- **Records shown**

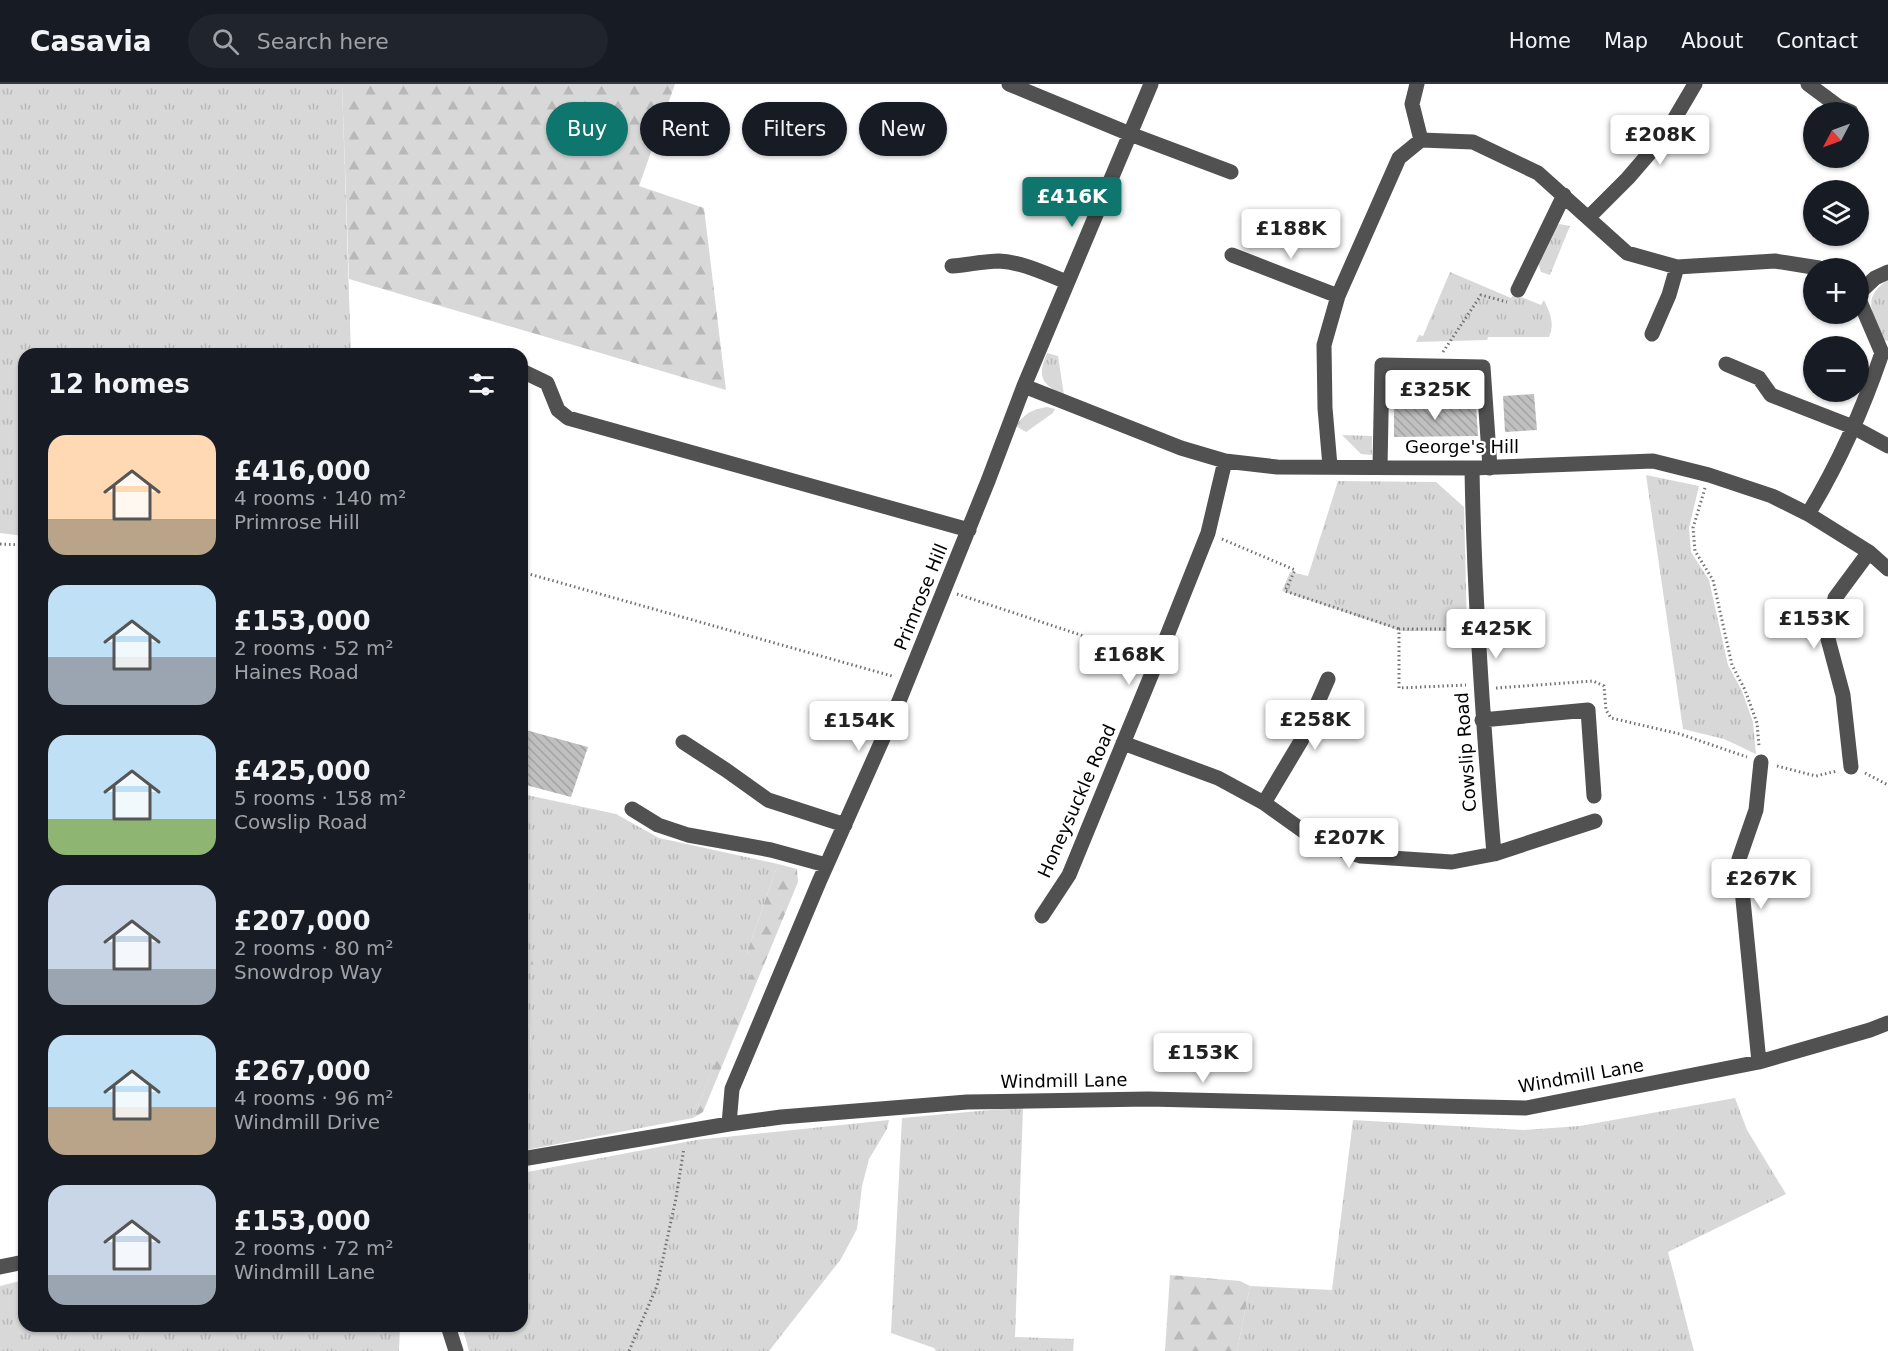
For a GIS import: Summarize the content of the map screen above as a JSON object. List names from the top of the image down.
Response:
{
  "streets": {
    "street": [
      "George's Hill",
      "Primrose Hill",
      "Cowslip Road",
      "Honeysuckle Road",
      "Windmill Lane"
    ]
  },
  "crossings": [
    ["George's Hill", "Primrose Hill"],
    ["George's Hill", "Cowslip Road"],
    ["George's Hill", "Honeysuckle Road"],
    ["Primrose Hill", "Windmill Lane"]
  ],
  "north": "bottom left",
  "page": {
    "header": "Casavia",
    "search": "Search here",
    "nav": [
      "Home",
      "Map",
      "About",
      "Contact"
    ],
    "map_buttons": ["+", "−"],
    "chip": [
      "Buy",
      "Rent",
      "Filters",
      "New"
    ],
    "price": [
      "£208K",
      "£416K",
      "£188K",
      "£325K",
      "£153K",
      "£425K",
      "£168K",
      "£258K",
      "£154K",
      "£207K",
      "£267K",
      "£153K"
    ],
    "heading": "12 homes",
    "list": [
      {
        "name": "£416,000",
        "note": "4 rooms · 140 m² · Primrose Hill"
      },
      {
        "name": "£153,000",
        "note": "2 rooms · 52 m² · Haines Road"
      },
      {
        "name": "£425,000",
        "note": "5 rooms · 158 m² · Cowslip Road"
      },
      {
        "name": "£207,000",
        "note": "2 rooms · 80 m² · Snowdrop Way"
      },
      {
        "name": "£267,000",
        "note": "4 rooms · 96 m² · Windmill Drive"
      },
      {
        "name": "£153,000",
        "note": "2 rooms · 72 m² · Windmill Lane"
      }
    ]
  }
}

- **Goal of the exercise**
For every record above, repeat the text exactly and omit any picture.

- **Written answer**
For a GIS import: Summarize the content of the map screen above as a JSON object. List names from the top of the image down.
Response:
{
  "streets": {
    "street": [
      "George's Hill",
      "Primrose Hill",
      "Cowslip Road",
      "Honeysuckle Road",
      "Windmill Lane"
    ]
  },
  "crossings": [
    ["George's Hill", "Primrose Hill"],
    ["George's Hill", "Cowslip Road"],
    ["George's Hill", "Honeysuckle Road"],
    ["Primrose Hill", "Windmill Lane"]
  ],
  "north": "bottom left",
  "page": {
    "header": "Casavia",
    "search": "Search here",
    "nav": [
      "Home",
      "Map",
      "About",
      "Contact"
    ],
    "map_buttons": ["+", "−"],
    "chip": [
      "Buy",
      "Rent",
      "Filters",
      "New"
    ],
    "price": [
      "£208K",
      "£416K",
      "£188K",
      "£325K",
      "£153K",
      "£425K",
      "£168K",
      "£258K",
      "£154K",
      "£207K",
      "£267K",
      "£153K"
    ],
    "heading": "12 homes",
    "list": [
      {
        "name": "£416,000",
        "note": "4 rooms · 140 m² · Primrose Hill"
      },
      {
        "name": "£153,000",
        "note": "2 rooms · 52 m² · Haines Road"
      },
      {
        "name": "£425,000",
        "note": "5 rooms · 158 m² · Cowslip Road"
      },
      {
        "name": "£207,000",
        "note": "2 rooms · 80 m² · Snowdrop Way"
      },
      {
        "name": "£267,000",
        "note": "4 rooms · 96 m² · Windmill Drive"
      },
      {
        "name": "£153,000",
        "note": "2 rooms · 72 m² · Windmill Lane"
      }
    ]
  }
}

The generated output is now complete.